» What to work on
When you retype the records that follow, keep each word as it is and drop any pictures.

» Exercise inputs
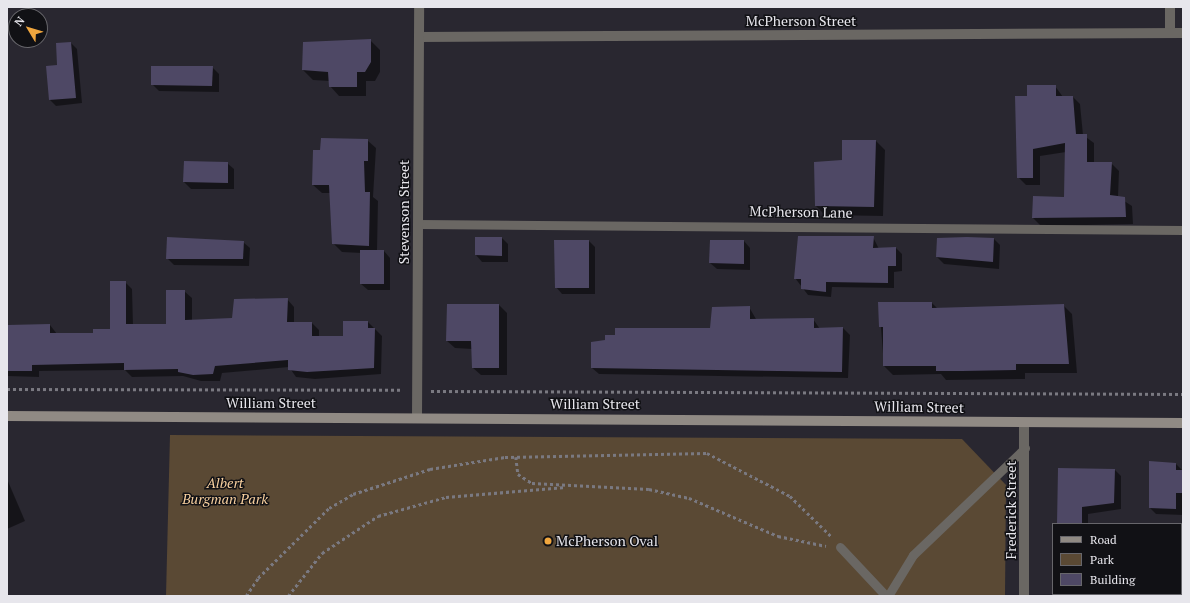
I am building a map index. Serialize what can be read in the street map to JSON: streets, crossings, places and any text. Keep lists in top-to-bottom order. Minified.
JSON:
{"streets":{"street":["McPherson Street","Stevenson Street","William Street","Frederick Street"],"lane":["McPherson Lane"]},"crossings":[["McPherson Street","Stevenson Street"],["Stevenson Street","McPherson Lane"],["Stevenson Street","William Street"],["William Street","Frederick Street"]],"parks":["Albert Burgman Park"],"places":["McPherson Oval"],"legend":["Road","Park","Building"],"north":"top left"}
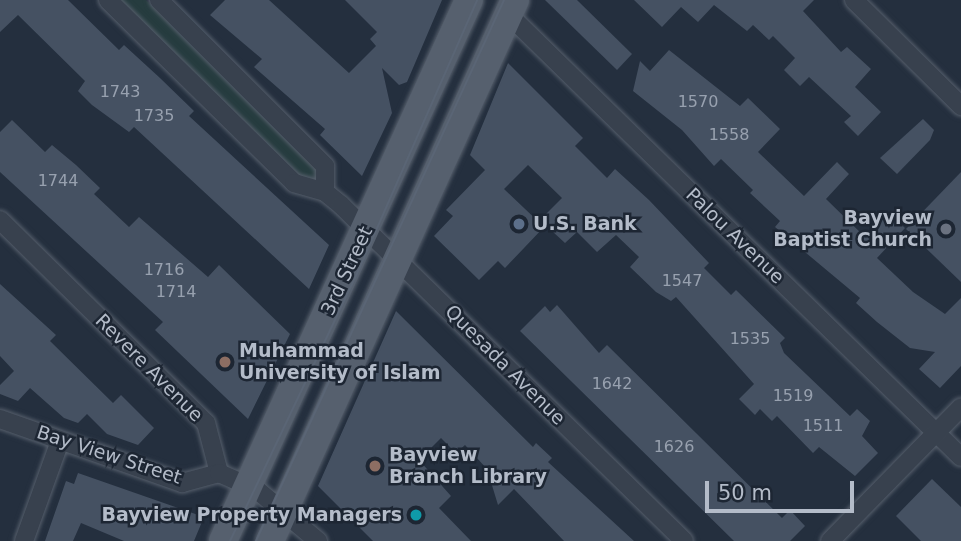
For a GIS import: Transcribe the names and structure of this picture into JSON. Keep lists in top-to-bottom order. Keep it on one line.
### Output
{"streets":{"main road":["3rd Street"],"street":["Palou Avenue","Quesada Avenue","Revere Avenue","Bay View Street"]},"crossings":[["Palou Avenue","3rd Street"],["3rd Street","Quesada Avenue"],["Revere Avenue","Bay View Street"]],"places":["U.S. Bank","Bayview Baptist Church","Muhammad University of Islam","Bayview Branch Library","Bayview Property Managers"],"house_numbers":["1743","1570","1735","1558","1744","1716","1547","1714","1535","1642","1519","1511","1626"],"scale_bar":"50 m"}
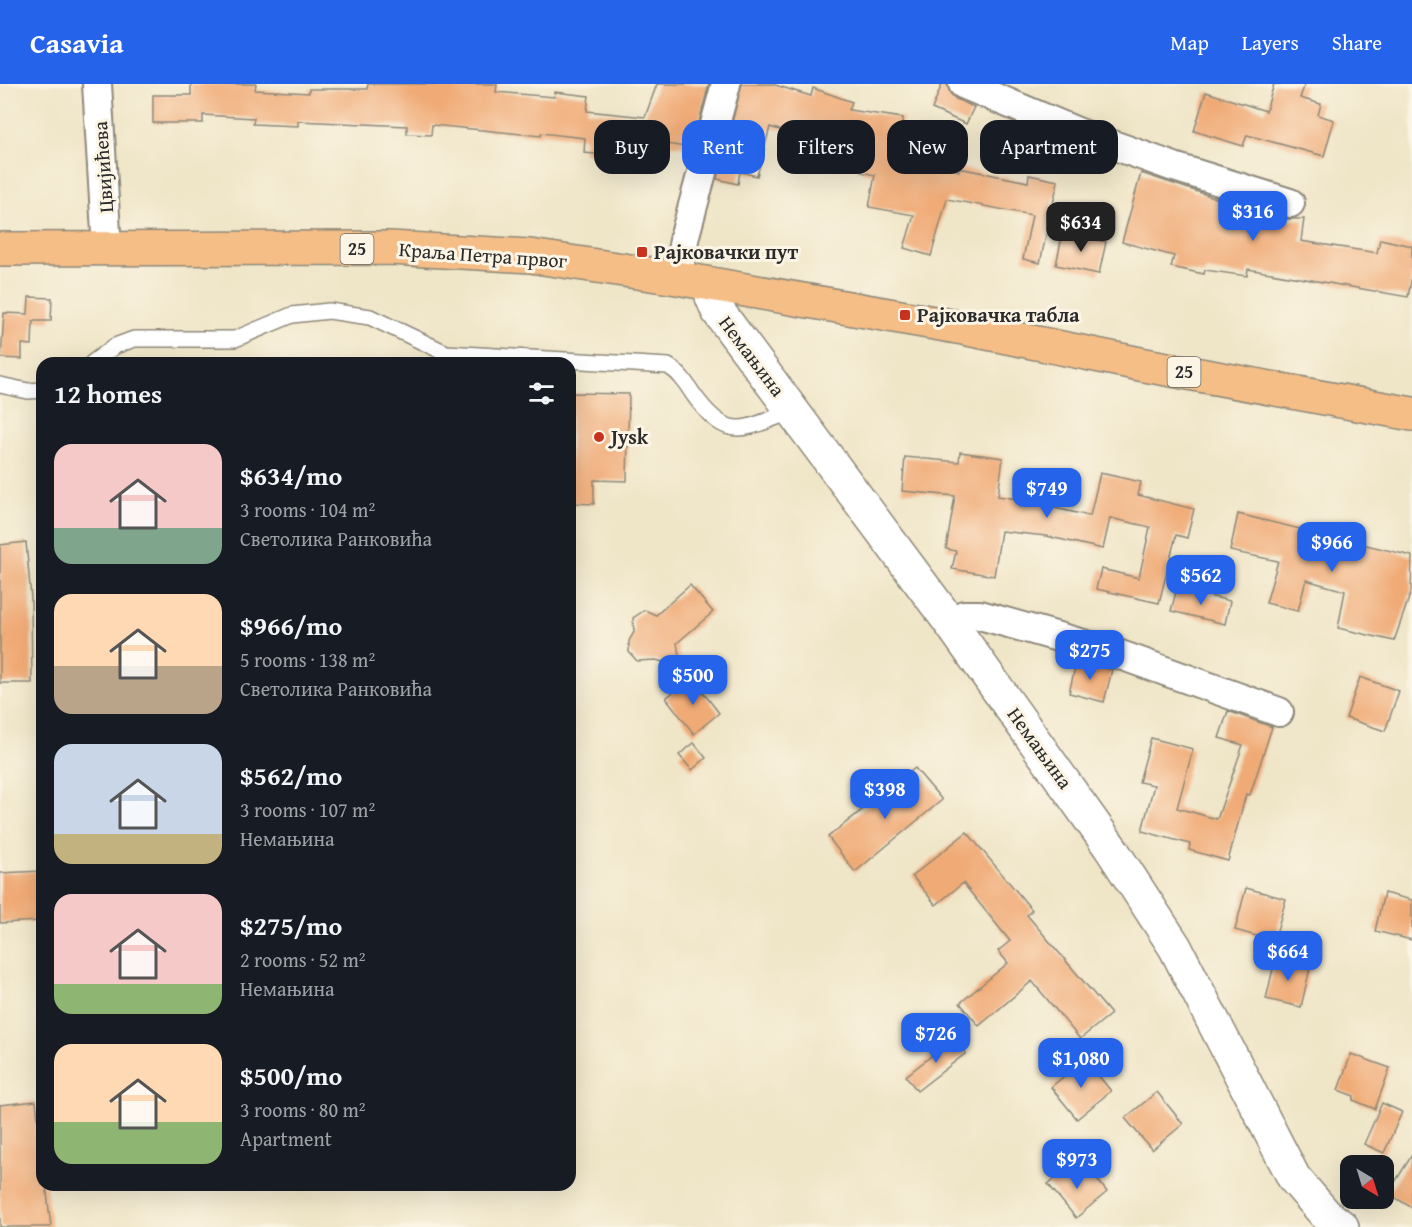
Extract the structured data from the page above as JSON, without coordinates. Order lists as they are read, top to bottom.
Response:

» Exercise output
I am building a map index. Serialize what can be read in the street map to JSON: streets, crossings, places and any text. Keep lists in top-to-bottom order. Minified.
JSON:
{"streets":{"street":["McPherson Street","Stevenson Street","William Street","Frederick Street"],"lane":["McPherson Lane"]},"crossings":[["McPherson Street","Stevenson Street"],["Stevenson Street","McPherson Lane"],["Stevenson Street","William Street"],["William Street","Frederick Street"]],"parks":["Albert Burgman Park"],"places":["McPherson Oval"],"legend":["Road","Park","Building"],"north":"top left"}
For a GIS import: Transcribe the names and structure of this picture into JSON. Keep lists in top-to-bottom order. Keep it on one line.
### Output
{"streets":{"main road":["3rd Street"],"street":["Palou Avenue","Quesada Avenue","Revere Avenue","Bay View Street"]},"crossings":[["Palou Avenue","3rd Street"],["3rd Street","Quesada Avenue"],["Revere Avenue","Bay View Street"]],"places":["U.S. Bank","Bayview Baptist Church","Muhammad University of Islam","Bayview Branch Library","Bayview Property Managers"],"house_numbers":["1743","1570","1735","1558","1744","1716","1547","1714","1535","1642","1519","1511","1626"],"scale_bar":"50 m"}
Extract the structured data from the page above as JSON, without coordinates. Order lists as they are read, top to bottom.
Response:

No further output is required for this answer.